The provided example is able to successfully parse C-style comments, treating these areas as regular line spaces. However, this simple example only expects 'a' characters in the non-commented areas of the file such as the input example:
a
// line comment
a a a // line comment
a /* inline comment */ a
/* multiline
comment */
The rule used to detect the non-commented text is simply:
rule(:expression) { (str('a').as(:a) >> spaces).as(:exp) }
Therefore, what I need is to generalize the previous rule to get all the other (non-commented) text from a more generic file such as:
word0
// line comment
word1 // line comment
phrase /* inline comment */ something
/* multiline
comment */
I am new to Parsing Expression Grammars and neither of my previous trials succeeded.

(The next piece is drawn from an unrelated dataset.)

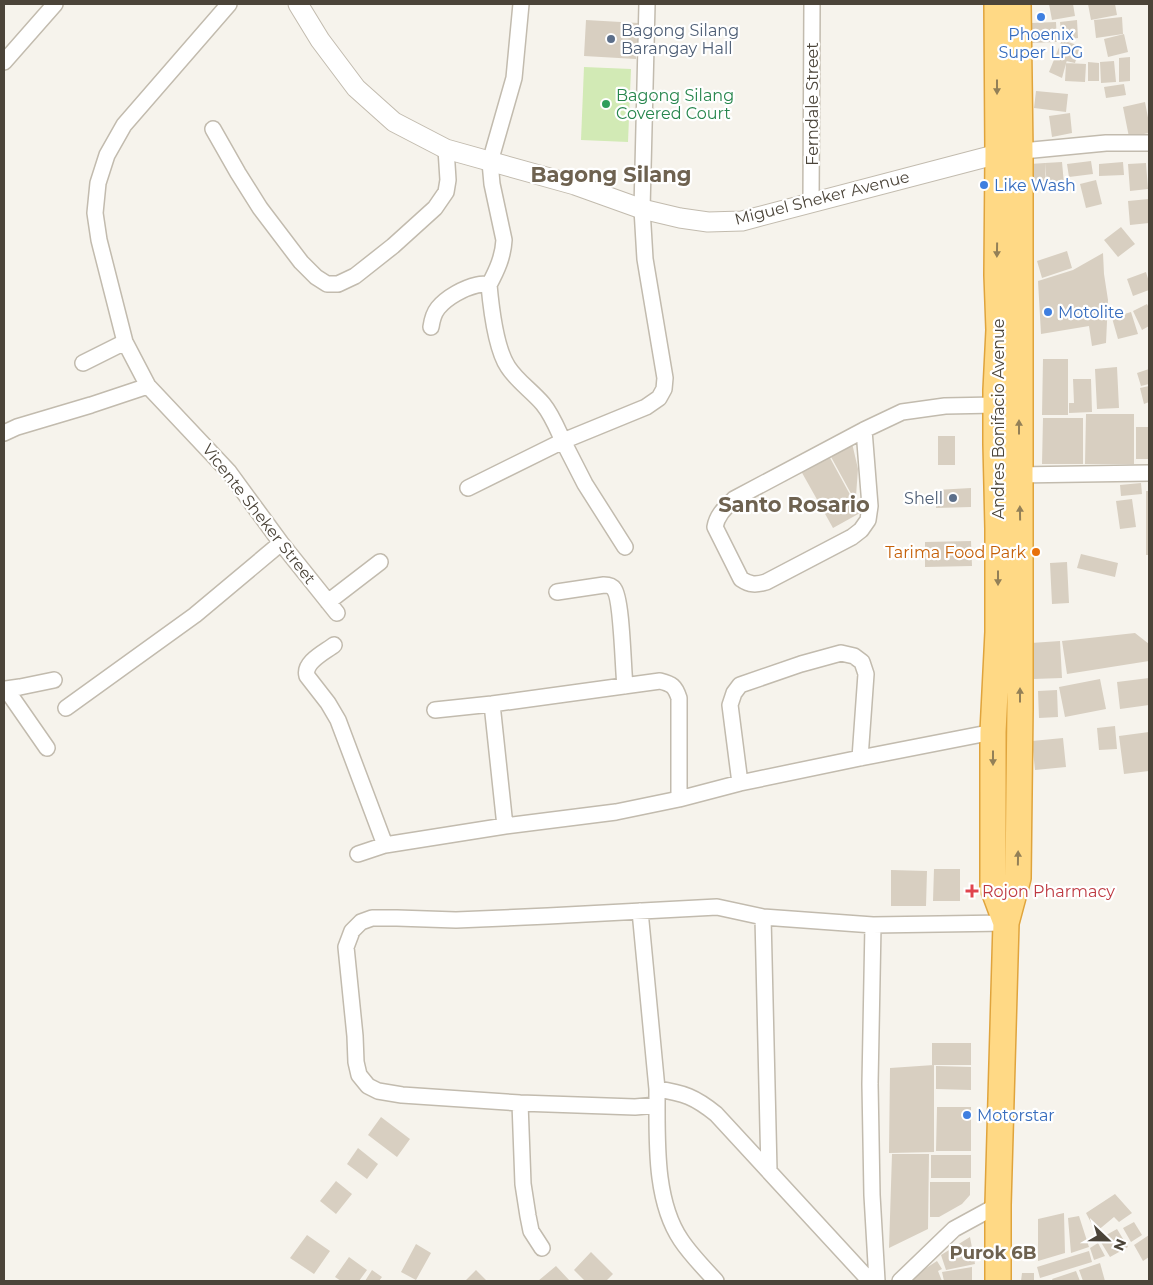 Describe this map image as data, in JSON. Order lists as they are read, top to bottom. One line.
{"streets":{"highway":["Andres Bonifacio Avenue"],"street":["Ferndale Street","Miguel Sheker Avenue","Vicente Sheker Street"]},"crossings":[["Ferndale Street","Miguel Sheker Avenue"],["Miguel Sheker Avenue","Andres Bonifacio Avenue"]],"districts":["Bagong Silang","Santo Rosario","Purok 6B"],"places":{"other":["Phoenix Super LPG","Bagong Silang Barangay Hall","Bagong Silang Covered Court","Like Wash","Motolite","Shell","Tarima Food Park","Motorstar"],"health":["Rojon Pharmacy"]},"north":"right"}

The general idea is that everything is code (aka non-comment) until one of the sequences // or /* appears. You can reflect this with a rule like this:
rule(:code) {
(str('/*').absent? >> str('//').absent? >> any).repeat(1).as(:code)
}
As mentioned in my comment, there is a small problem with strings, though. When a comment occurs inside a string, it obviously is part of the string. If you were to remove comments from your code, you would then alter the meaning of this code. Therefore, we have to let the parser know what a string is, and that any character inside there belongs to it. Another thing are escape sequences. For example the string "foo \" bar /*baz*/", which contains a literal double quote, would actually be parsed as "foo \", followed by some code again. This is of course something that needs to be addressed. I have written a complete parser that handles all of the above cases:
require 'parslet'
class CommentParser < Parslet::Parser
rule(:eof) {
any.absent?
}
rule(:block_comment_text) {
(str('*/').absent? >> any).repeat.as(:comment)
}
rule(:block_comment) {
str('/*') >> block_comment_text >> str('*/')
}
rule(:line_comment_text) {
(str("\n").absent? >> any).repeat.as(:comment)
}
rule(:line_comment) {
str('//') >> line_comment_text >> (str("\n").present? | eof)
}
rule(:string_text) {
(str('"').absent? >> str('\\').maybe >> any).repeat
}
rule(:string) {
str('"') >> string_text >> str('"')
}
rule(:code_without_strings) {
(str('"').absent? >> str('/*').absent? >> str('//').absent? >> any).repeat(1)
}
rule(:code) {
(code_without_strings | string).repeat(1).as(:code)
}
rule(:code_with_comments) {
(code | block_comment | line_comment).repeat
}
root(:code_with_comments)
end
It will parse your input
word0
// line comment
word1 // line comment
phrase /* inline comment */ something
/* multiline
comment */
to this AST
[{:code=>"\n word0\n "#0},
{:comment=>" line comment"#13},
{:code=>"\n word1 "#26},
{:comment=>" line comment"#37},
{:code=>"\n phrase "#50},
{:comment=>" inline comment "#61},
{:code=>" something \n "#79},
{:comment=>" multiline\n comment "#94},
{:code=>"\n"#116}]
To extract everything except the comments you can do:
input = <<-CODE
word0
// line comment
word1 // line comment
phrase /* inline comment */ something
/* multiline
comment */
CODE
ast = CommentParser.new.parse(input)
puts ast.map{|node| node[:code] }.join
which will produce
word0
word1
phrase something
Another way to handle comments is to consider them white space. For example:
rule(:space?) do
space.maybe
end
rule(:space) do
(block_comment | line_comment | whitespace).repeat(1)
end
rule(:whitespace) do
match('/s')
end
rule(:block_comment) do
str('/*') >>
(str('*/').absent >> match('.')).repeat(0) >>
str('*/')
end
rule (:line_comment) do
str('//') >> match('[^\n]') >> str("\n")
end
Then, when you are writing rules with white-space, such as this entirely off-the-cuff and probably wrong rule for C,
rule(:assignment_statement) do
lvalue >> space? >> str('=') >> space? >> rvalue >> str(';')
end
comments get "eaten" by the parser without any fuss. Anywhere white space can or must appear, comments of any kind are allowed, and are treated as white space.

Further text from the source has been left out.